Pioneering an AI-driven Approach to Cybersecurity Analysis

A Northwestern Computer Science team won first place in the fuzzing tool competition at the 17th International Workshop on Search-Based and Fuzz Testing (SBFT 2024), held April 14 - 20 and co-located with the International Conference on Software Engineering in Lisbon, Portugal.

Fuzz testing, or “fuzzing,” is an automated testing technique used to detect coding errors and security vulnerabilities in software, operating systems, or networks by supplying a large volume of invalid or random data inputs and monitoring for system crashes, failures, or memory leaks.
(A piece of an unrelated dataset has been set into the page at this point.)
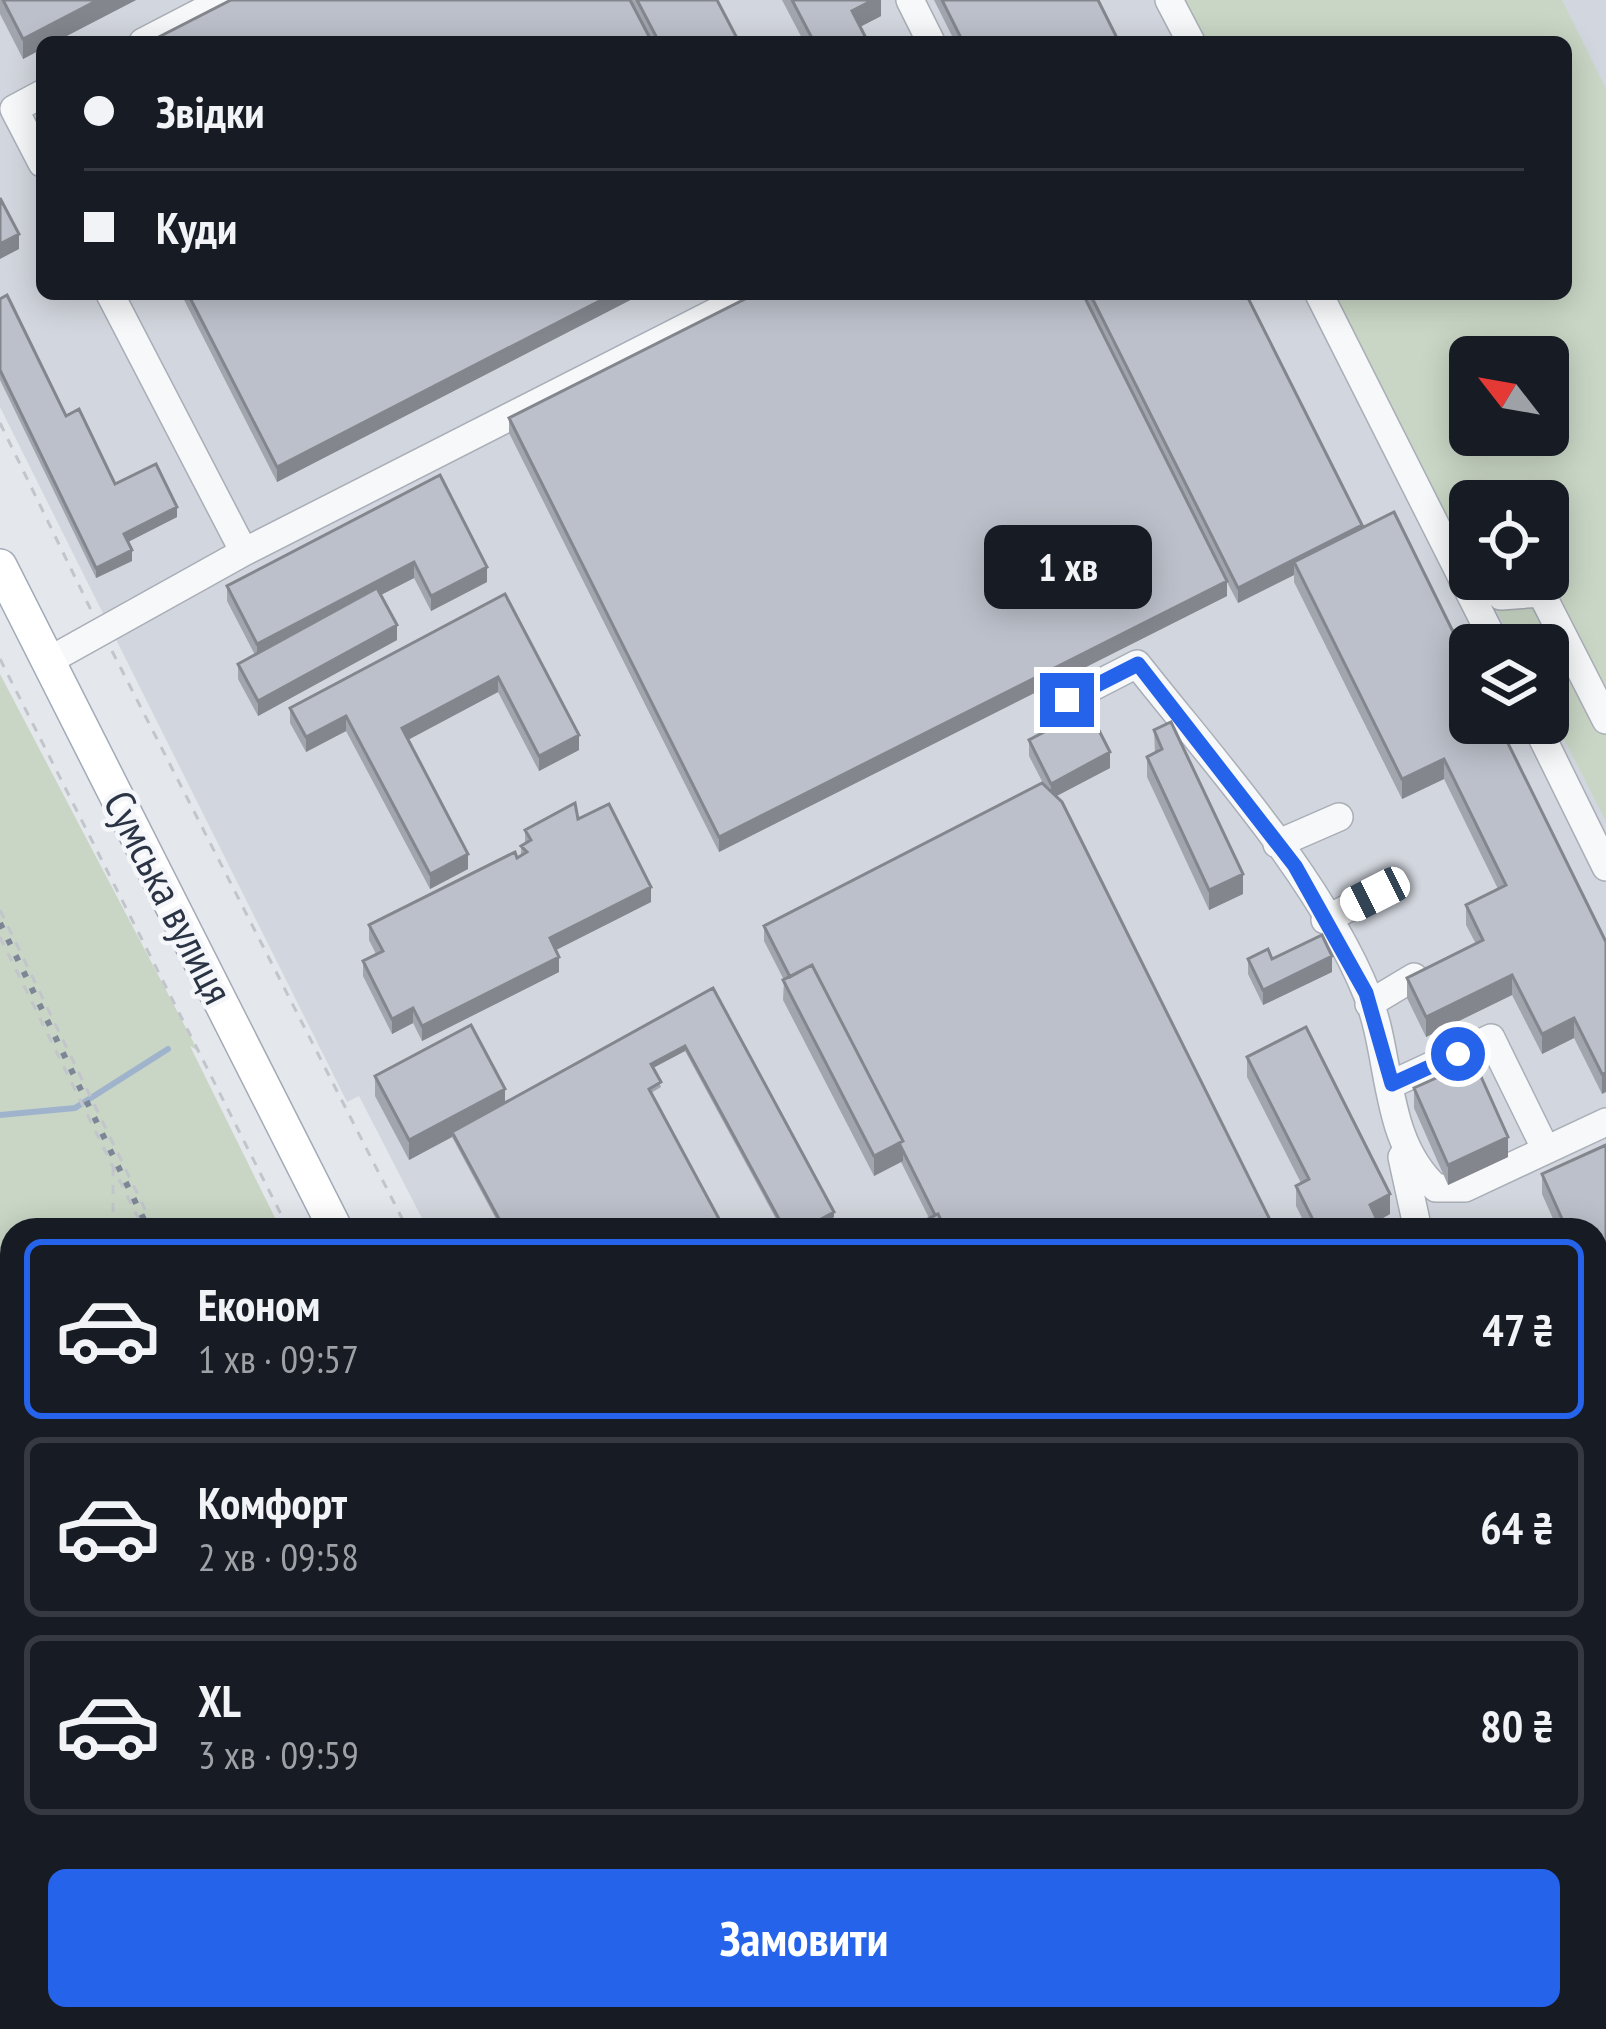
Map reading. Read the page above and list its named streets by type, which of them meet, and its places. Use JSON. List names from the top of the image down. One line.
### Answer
{"streets":{"main road":["Сумська вулиця"]},"north":"top left","page":{"banner":["Звідки","Куди"],"bubble":"1 хв","list":[{"name":"Економ","note":"1 хв · 09:57","value":"47 ₴"},{"name":"Комфорт","note":"2 хв · 09:58","value":"64 ₴"},{"name":"XL","note":"3 хв · 09:59","value":"80 ₴"}],"buttons":"Замовити"}}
The Northwestern Engineering team included computer science PhD students Wenxuan Shi and Jiahao Yu and associate professor of computer science Xinyu Xing, with collaborators Hongwei Li (Purdue University) and Wenbo Guo (University of California, Santa Barbara).

Their tool — called BandFuzz — is an AI-powered collaborative fuzzing tool designed to uncover software vulnerabilities. Leveraging a reinforcement learning algorithm, BandFuzz boosts the efficiency of fuzzing practices and outperforms widely utilized industry tools.

Unlike traditional fuzzing strategies that are static or based on human experience, Shi explained, BandFuzz employs AI to dynamically select the most effective fuzzing strategy based on its real-time performance. This AI-driven approach enables more intelligent decision-making during the fuzzing process, resulting in quicker coverage expansion and enhanced bug detection capabilities.

“BandFuzz marks a new direction away from traditional fuzzing research, offering tangible evidence that AI can facilitate automatic bug hunting and fixing,” Xing said. “This advancement is not only a leap forward for security research but is also of paramount importance to the general public, as it promises to fortify digital security in an increasingly interconnected world.”

Through comprehensive experimentation, the BandFuzz team demonstrated that depending solely on AI is inadequate for tackling complex security challenges.

“The integration of AI with traditional system security analysis tools — such as fuzzing, static analysis, and automatic bug patching — has demonstrated remarkable effectiveness,” Shi said. “BandFuzz serves as a prime example of how AI can significantly enhance automated decision-making processes and supplant human-written, rule-based heuristic functions in a wide array of traditional security analysis methods.

Competitors at the SBFT 2024 competition were evaluated using FuzzBench, Google’s open source platform for testing and comparing fuzzers in an authentic environment.

“Our success at the competition is a beacon for AI-assisted cybersecurity, showcasing a pioneering approach to software analysis,” Yu said.

Xing and Yan Chen, professor of computer science at the McCormick School of Engineering, will continue advancing AI integration into existing security solutions through participation in the AI Cyber Challenge's Small Business Track Competition.

As part of the AI Cyber Challenge, Team 42-b3yond-6ug, Net Shield LLC was among the seven companies awarded $1 million by the Defense Advanced Research Projects Agency to develop AI-enabled cyber reasoning systems that automatically find and fix software vulnerabilities at scale. Xing and Chen will collaborate with researchers from Johns Hopkins University, the University of Colorado, the University of New Hampshire, the University of Utah, and the University of Waterloo.